*** Opening Working data ***

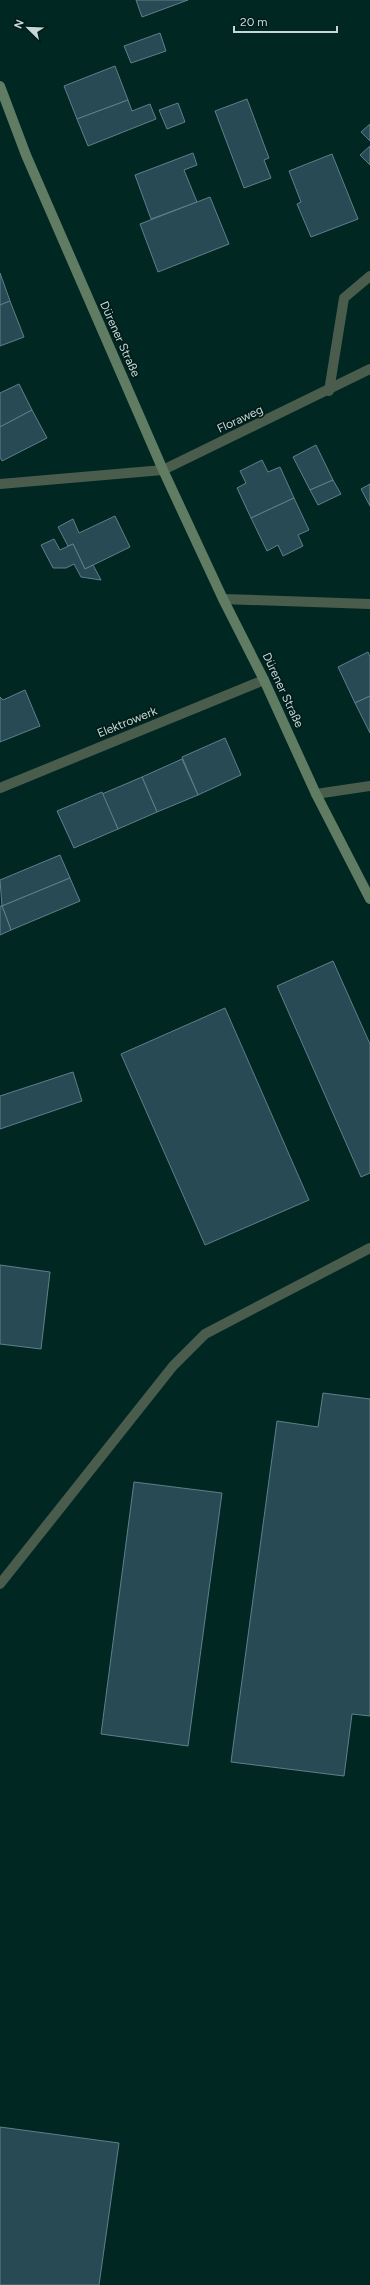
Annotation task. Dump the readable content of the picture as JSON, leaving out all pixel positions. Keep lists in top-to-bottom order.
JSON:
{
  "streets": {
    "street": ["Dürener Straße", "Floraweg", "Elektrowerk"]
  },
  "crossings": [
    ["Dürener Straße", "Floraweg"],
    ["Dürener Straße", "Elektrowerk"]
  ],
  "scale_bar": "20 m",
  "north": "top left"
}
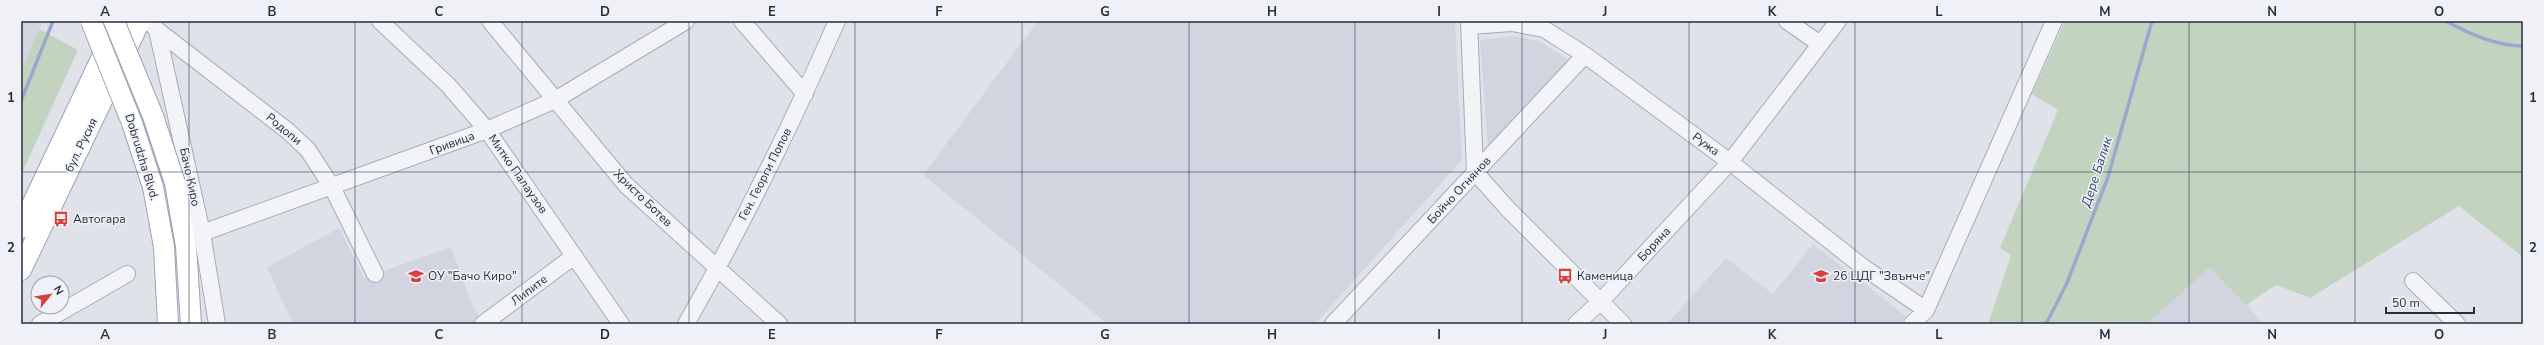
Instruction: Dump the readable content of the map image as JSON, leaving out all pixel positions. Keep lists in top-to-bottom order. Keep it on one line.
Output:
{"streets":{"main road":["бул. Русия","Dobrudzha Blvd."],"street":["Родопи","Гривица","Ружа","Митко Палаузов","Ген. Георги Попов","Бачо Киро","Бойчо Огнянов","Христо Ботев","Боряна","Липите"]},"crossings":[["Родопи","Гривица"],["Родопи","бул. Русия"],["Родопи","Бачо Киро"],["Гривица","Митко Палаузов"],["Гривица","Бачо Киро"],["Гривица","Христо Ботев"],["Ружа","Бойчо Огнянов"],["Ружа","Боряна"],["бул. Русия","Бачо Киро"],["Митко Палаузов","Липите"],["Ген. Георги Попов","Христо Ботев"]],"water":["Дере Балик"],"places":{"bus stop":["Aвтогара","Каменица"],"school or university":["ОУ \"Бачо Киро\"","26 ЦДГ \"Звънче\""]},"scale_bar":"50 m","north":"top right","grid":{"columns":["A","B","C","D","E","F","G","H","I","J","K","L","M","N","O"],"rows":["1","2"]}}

*** Closing Working data ***
*** Opening Working data ***

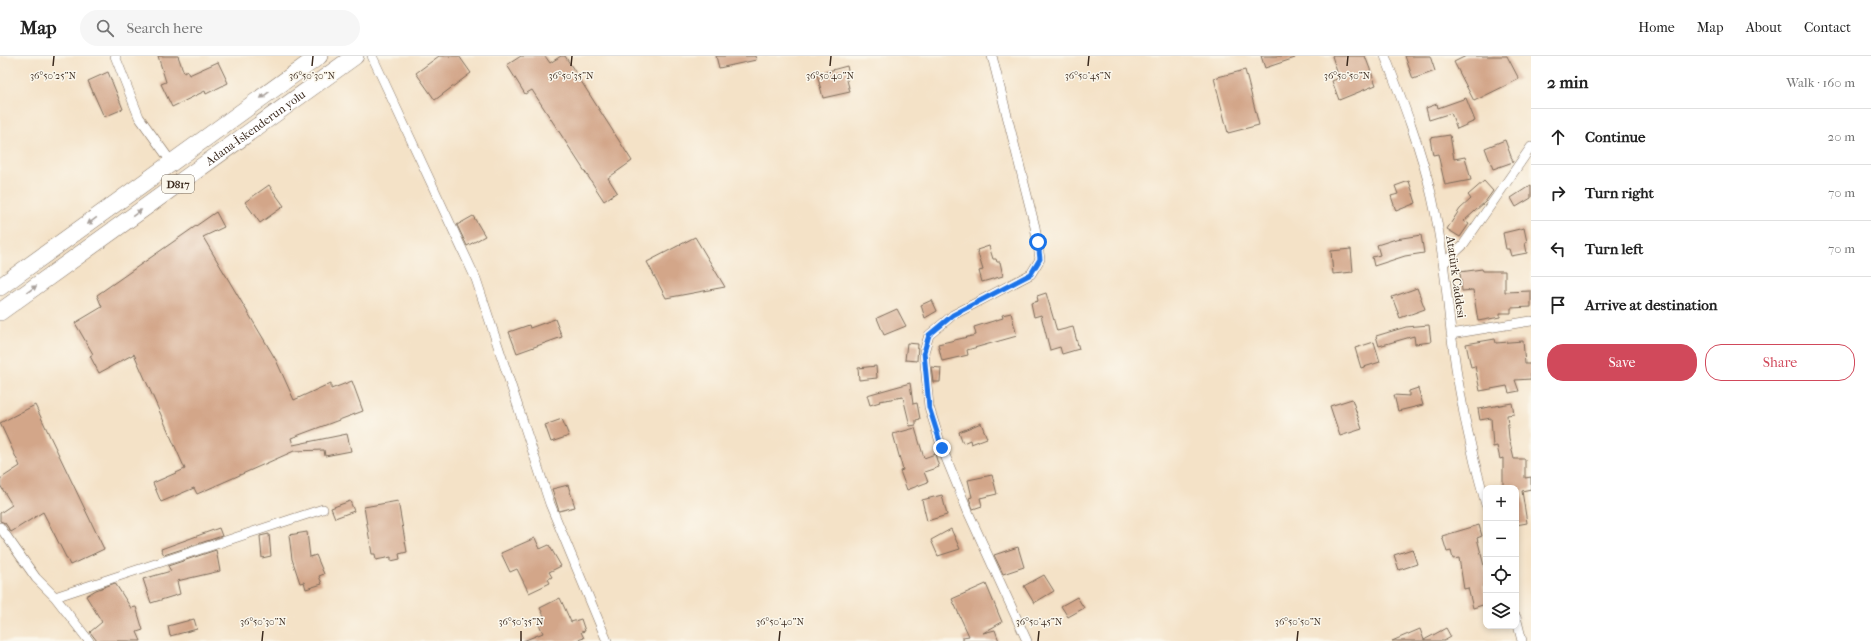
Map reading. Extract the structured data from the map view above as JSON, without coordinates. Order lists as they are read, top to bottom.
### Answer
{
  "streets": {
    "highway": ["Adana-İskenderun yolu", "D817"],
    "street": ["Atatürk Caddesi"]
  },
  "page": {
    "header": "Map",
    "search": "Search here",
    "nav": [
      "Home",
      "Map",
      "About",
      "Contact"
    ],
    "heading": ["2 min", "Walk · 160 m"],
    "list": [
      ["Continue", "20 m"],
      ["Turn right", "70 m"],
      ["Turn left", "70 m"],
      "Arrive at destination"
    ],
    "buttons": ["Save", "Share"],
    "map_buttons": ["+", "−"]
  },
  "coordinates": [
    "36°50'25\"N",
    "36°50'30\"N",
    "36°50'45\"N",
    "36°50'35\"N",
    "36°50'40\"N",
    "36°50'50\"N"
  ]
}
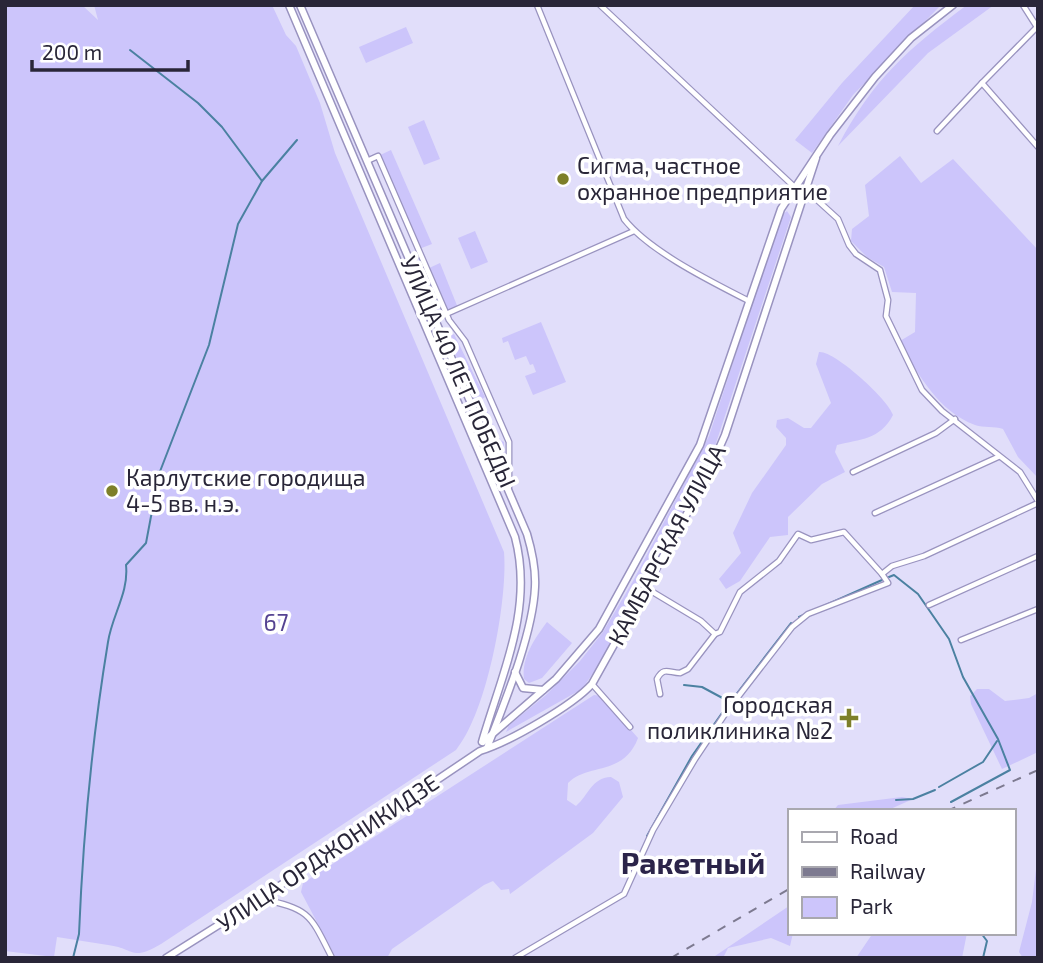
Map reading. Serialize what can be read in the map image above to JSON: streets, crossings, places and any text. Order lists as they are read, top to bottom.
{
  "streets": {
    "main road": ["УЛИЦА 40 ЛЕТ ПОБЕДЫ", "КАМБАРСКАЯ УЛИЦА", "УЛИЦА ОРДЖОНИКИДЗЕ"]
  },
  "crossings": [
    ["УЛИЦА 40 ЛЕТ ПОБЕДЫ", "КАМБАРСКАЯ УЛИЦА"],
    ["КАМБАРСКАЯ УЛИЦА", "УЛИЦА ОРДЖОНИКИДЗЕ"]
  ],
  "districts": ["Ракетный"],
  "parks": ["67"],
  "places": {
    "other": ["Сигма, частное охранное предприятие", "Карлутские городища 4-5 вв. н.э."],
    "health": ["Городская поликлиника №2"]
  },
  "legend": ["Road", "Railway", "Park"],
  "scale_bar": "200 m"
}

*** Closing Working data ***
*** Opening Working data ***

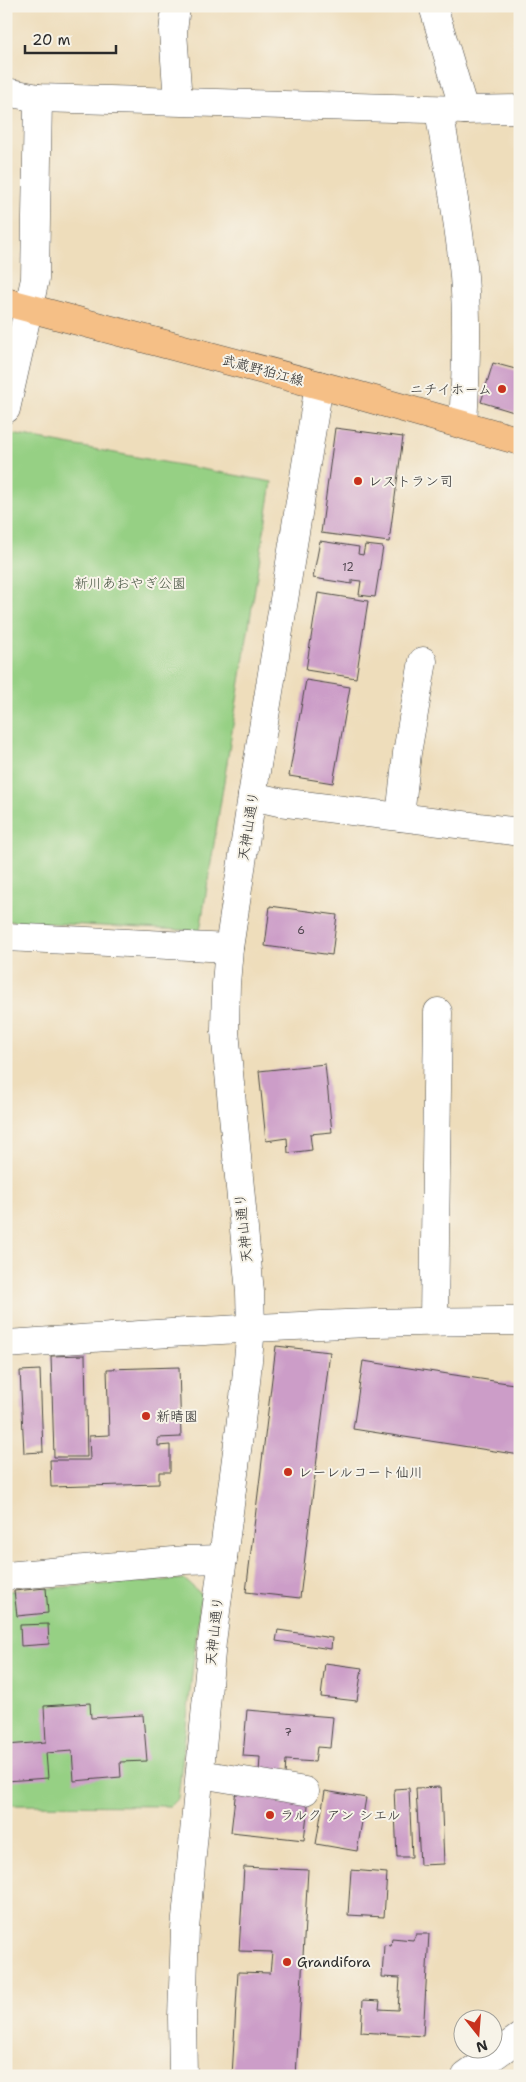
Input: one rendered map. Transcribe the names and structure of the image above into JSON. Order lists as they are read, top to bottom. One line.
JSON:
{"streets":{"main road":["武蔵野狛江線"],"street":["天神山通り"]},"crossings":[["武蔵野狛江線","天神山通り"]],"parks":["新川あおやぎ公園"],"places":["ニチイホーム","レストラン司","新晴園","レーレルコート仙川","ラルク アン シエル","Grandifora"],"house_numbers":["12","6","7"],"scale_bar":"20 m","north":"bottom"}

*** Closing Working data ***

» What you need to do: Answer with a number only: how many lines above have the word "Keep"?

» Expected answer: 2